*WORK REQUEST*
Give again, word for word, every line below from the one that has "Task: What data" through the one that has "Read this street", both included, and no others.
====== SUPPLIED ENTRIES
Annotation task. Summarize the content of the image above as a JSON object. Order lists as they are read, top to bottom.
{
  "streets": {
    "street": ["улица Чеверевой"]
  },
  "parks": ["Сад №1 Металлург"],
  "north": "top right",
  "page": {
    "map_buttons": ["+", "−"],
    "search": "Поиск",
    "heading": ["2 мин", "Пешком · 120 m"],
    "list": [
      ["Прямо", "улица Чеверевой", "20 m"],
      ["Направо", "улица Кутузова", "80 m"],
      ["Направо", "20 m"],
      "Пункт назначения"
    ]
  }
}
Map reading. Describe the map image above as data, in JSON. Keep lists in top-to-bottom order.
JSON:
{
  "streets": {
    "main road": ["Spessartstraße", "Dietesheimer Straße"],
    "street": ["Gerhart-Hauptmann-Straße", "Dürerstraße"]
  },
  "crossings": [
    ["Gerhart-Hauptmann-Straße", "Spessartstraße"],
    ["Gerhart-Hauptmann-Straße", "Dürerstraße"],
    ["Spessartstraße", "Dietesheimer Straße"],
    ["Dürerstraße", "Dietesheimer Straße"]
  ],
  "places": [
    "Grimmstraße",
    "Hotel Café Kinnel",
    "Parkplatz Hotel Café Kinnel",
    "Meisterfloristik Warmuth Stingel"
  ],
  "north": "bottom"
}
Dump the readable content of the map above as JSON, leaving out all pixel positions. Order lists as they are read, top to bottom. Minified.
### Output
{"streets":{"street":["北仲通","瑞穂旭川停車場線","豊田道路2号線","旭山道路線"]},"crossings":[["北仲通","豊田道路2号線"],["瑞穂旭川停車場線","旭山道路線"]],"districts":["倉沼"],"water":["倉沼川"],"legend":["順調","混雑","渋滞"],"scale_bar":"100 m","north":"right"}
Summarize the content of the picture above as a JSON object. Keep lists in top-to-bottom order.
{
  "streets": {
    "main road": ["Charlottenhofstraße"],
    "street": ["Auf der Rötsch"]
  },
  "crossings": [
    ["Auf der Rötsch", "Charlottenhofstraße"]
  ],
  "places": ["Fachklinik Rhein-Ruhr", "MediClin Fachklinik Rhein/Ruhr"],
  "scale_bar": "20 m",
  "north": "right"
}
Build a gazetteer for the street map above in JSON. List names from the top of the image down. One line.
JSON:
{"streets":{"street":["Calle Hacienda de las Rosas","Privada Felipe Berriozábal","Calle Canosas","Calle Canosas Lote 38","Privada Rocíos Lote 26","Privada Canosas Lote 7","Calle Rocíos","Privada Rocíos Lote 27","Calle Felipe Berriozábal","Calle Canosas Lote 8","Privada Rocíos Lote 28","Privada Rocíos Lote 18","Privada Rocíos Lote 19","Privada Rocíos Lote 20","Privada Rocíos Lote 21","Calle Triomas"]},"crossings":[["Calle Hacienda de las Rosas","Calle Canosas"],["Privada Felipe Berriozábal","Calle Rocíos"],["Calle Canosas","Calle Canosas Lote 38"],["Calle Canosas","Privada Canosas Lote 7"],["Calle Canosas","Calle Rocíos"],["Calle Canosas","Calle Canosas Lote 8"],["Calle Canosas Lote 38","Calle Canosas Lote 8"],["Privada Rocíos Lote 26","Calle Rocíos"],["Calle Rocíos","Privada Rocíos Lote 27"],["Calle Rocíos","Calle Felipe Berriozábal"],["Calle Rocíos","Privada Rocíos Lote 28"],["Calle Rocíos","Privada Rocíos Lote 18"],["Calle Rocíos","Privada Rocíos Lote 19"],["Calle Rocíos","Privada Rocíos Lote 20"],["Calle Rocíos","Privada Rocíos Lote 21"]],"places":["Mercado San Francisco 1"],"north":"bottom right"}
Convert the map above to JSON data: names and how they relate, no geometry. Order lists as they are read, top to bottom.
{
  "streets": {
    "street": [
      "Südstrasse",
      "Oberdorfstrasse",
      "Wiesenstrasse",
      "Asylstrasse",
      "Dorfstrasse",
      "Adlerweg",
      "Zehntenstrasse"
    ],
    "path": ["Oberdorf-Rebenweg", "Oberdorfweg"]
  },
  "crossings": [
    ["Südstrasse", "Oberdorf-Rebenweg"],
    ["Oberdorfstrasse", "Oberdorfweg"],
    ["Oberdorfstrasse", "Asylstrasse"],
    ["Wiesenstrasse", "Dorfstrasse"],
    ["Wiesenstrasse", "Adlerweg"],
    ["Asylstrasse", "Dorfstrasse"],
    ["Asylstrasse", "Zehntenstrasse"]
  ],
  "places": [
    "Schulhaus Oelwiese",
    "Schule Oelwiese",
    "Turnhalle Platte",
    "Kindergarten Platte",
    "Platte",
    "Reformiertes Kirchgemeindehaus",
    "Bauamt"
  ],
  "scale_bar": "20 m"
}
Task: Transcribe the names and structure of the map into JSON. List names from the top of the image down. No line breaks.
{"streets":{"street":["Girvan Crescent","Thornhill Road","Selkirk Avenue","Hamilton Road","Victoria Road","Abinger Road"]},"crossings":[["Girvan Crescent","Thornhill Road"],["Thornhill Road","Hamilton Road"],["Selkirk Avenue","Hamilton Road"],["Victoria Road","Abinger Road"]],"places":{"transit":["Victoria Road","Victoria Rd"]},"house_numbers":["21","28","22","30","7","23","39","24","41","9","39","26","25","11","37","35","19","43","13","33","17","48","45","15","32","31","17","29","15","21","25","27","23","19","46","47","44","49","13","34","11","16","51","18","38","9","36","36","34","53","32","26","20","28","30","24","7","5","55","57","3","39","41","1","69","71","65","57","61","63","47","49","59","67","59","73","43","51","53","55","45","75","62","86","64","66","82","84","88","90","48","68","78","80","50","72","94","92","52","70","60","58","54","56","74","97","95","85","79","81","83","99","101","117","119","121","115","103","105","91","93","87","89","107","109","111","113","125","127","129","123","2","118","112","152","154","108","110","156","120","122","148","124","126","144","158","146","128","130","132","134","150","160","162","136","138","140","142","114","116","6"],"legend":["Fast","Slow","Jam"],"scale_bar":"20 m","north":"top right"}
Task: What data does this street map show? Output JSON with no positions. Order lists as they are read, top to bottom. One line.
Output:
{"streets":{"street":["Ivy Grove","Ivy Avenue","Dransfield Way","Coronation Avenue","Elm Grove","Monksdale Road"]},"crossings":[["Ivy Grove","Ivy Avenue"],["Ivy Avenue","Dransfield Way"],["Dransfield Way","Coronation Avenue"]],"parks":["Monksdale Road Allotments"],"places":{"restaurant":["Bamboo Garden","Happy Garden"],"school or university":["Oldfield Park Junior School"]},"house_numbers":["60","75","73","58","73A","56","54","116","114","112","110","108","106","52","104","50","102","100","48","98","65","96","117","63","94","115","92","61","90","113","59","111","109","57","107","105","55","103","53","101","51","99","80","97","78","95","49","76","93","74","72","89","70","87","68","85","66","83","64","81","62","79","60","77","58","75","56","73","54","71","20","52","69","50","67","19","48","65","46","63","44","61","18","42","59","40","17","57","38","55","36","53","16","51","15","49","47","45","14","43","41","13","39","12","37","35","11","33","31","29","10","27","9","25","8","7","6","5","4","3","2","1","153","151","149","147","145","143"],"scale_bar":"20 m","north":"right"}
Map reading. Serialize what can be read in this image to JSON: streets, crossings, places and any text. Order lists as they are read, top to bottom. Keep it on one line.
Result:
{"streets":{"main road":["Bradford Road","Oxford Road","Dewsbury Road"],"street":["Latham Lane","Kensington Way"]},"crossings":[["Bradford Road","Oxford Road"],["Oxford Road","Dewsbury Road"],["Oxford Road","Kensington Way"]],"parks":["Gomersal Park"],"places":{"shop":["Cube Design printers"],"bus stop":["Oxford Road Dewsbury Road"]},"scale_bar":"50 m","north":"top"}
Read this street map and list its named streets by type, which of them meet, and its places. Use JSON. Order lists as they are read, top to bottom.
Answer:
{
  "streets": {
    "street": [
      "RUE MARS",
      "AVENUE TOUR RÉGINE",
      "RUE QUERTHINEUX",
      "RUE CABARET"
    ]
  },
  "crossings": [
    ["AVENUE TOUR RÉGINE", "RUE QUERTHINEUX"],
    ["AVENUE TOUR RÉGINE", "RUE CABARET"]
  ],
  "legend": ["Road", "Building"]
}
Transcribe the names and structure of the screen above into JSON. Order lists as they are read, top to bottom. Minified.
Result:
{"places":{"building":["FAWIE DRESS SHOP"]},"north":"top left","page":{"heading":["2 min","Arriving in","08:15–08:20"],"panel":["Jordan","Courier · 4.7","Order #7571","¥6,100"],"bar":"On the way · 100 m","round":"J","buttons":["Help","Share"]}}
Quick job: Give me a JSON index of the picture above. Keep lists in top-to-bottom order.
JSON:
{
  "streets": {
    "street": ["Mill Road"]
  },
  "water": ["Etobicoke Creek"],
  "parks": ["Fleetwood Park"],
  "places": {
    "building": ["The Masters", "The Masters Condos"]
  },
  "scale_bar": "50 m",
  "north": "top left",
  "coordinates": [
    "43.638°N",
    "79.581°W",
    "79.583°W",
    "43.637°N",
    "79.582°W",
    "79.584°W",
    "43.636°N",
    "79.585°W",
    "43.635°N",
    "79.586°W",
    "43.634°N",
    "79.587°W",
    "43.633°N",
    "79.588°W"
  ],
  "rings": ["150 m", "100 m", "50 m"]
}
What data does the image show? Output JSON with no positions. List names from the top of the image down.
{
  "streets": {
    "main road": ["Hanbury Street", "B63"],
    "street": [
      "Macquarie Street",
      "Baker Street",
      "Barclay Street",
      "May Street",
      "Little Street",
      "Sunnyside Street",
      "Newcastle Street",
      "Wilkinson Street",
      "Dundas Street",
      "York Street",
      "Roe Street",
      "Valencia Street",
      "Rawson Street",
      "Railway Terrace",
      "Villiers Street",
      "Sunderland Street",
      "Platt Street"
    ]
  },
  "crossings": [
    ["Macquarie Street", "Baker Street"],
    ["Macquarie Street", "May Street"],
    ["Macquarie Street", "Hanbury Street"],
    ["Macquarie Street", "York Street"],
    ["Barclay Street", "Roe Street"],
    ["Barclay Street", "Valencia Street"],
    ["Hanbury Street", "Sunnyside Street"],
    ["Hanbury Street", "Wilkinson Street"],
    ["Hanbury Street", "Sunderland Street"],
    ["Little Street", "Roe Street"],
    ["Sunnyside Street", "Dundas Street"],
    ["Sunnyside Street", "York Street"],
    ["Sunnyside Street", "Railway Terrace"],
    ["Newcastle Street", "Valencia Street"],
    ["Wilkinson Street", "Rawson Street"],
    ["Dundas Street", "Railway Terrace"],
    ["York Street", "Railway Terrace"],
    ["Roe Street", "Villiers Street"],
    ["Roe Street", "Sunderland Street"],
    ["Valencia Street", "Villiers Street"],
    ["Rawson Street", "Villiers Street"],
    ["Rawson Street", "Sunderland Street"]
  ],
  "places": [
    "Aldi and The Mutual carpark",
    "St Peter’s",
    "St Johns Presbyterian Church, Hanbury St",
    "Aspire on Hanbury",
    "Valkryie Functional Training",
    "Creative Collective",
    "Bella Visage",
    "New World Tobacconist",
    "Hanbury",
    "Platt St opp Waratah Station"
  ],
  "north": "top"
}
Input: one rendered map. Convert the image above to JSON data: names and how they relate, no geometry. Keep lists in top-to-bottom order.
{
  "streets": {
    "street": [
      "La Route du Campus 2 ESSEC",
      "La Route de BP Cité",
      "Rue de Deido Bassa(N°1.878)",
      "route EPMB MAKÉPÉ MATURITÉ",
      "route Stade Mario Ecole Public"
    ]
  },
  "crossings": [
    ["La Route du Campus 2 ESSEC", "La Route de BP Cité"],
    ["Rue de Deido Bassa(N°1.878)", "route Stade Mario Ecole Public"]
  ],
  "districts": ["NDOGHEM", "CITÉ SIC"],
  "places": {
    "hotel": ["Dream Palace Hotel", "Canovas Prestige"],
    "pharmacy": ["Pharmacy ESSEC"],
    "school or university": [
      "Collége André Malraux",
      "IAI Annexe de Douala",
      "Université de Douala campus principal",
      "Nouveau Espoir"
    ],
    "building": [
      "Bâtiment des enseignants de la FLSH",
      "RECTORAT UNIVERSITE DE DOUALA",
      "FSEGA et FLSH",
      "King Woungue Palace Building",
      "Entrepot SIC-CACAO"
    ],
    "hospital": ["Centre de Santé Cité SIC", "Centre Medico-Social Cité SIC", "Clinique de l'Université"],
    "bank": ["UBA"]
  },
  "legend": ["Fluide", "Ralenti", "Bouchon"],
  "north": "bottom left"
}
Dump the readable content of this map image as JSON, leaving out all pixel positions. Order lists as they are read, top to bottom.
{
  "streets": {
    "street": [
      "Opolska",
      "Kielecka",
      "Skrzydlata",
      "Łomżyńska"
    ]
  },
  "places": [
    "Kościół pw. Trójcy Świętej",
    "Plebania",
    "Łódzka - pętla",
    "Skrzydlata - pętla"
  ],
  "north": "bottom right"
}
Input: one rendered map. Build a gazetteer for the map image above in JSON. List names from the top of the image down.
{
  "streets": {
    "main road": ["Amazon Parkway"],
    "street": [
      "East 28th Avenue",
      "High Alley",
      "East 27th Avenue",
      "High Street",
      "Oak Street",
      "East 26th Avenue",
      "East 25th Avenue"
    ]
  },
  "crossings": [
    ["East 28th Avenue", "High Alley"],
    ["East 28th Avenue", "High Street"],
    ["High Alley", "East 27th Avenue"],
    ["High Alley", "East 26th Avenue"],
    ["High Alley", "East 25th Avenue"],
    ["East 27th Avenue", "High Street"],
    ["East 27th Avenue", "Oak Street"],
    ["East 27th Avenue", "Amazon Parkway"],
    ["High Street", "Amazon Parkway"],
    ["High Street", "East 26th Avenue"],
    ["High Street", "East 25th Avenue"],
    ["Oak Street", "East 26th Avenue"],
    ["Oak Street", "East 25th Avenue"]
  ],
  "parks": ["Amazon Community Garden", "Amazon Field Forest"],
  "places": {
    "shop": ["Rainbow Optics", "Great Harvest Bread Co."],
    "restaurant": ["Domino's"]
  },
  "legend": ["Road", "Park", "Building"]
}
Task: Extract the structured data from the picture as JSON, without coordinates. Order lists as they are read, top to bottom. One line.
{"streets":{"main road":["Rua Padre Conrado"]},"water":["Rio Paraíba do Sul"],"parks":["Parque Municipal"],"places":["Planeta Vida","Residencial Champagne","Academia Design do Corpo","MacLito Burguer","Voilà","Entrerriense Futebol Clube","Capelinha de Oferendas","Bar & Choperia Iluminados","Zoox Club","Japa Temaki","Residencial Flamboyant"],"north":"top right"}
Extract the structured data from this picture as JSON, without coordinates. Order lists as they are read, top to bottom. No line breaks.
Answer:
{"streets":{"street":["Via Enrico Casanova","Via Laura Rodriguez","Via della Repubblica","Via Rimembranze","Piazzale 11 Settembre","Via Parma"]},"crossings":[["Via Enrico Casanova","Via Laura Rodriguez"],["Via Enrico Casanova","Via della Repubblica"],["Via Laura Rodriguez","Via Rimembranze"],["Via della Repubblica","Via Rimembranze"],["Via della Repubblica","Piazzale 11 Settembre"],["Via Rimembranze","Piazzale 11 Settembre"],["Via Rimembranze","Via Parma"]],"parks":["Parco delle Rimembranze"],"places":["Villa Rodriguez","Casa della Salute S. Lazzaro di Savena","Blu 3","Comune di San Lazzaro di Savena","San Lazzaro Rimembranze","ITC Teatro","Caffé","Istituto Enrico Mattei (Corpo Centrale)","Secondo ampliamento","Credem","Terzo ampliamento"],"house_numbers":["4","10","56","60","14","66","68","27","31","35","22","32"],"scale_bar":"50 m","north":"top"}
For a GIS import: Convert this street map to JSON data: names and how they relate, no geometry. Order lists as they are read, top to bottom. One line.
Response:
============
*FINAL ANSWER*
Task: What data does this street map show? Output JSON with no positions. Order lists as they are read, top to bottom. One line.
Output:
{"streets":{"street":["Ivy Grove","Ivy Avenue","Dransfield Way","Coronation Avenue","Elm Grove","Monksdale Road"]},"crossings":[["Ivy Grove","Ivy Avenue"],["Ivy Avenue","Dransfield Way"],["Dransfield Way","Coronation Avenue"]],"parks":["Monksdale Road Allotments"],"places":{"restaurant":["Bamboo Garden","Happy Garden"],"school or university":["Oldfield Park Junior School"]},"house_numbers":["60","75","73","58","73A","56","54","116","114","112","110","108","106","52","104","50","102","100","48","98","65","96","117","63","94","115","92","61","90","113","59","111","109","57","107","105","55","103","53","101","51","99","80","97","78","95","49","76","93","74","72","89","70","87","68","85","66","83","64","81","62","79","60","77","58","75","56","73","54","71","20","52","69","50","67","19","48","65","46","63","44","61","18","42","59","40","17","57","38","55","36","53","16","51","15","49","47","45","14","43","41","13","39","12","37","35","11","33","31","29","10","27","9","25","8","7","6","5","4","3","2","1","153","151","149","147","145","143"],"scale_bar":"20 m","north":"right"}
Map reading. Serialize what can be read in this image to JSON: streets, crossings, places and any text. Order lists as they are read, top to bottom. Keep it on one line.
Result:
{"streets":{"main road":["Bradford Road","Oxford Road","Dewsbury Road"],"street":["Latham Lane","Kensington Way"]},"crossings":[["Bradford Road","Oxford Road"],["Oxford Road","Dewsbury Road"],["Oxford Road","Kensington Way"]],"parks":["Gomersal Park"],"places":{"shop":["Cube Design printers"],"bus stop":["Oxford Road Dewsbury Road"]},"scale_bar":"50 m","north":"top"}
Read this street map and list its named streets by type, which of them meet, and its places. Use JSON. Order lists as they are read, top to bottom.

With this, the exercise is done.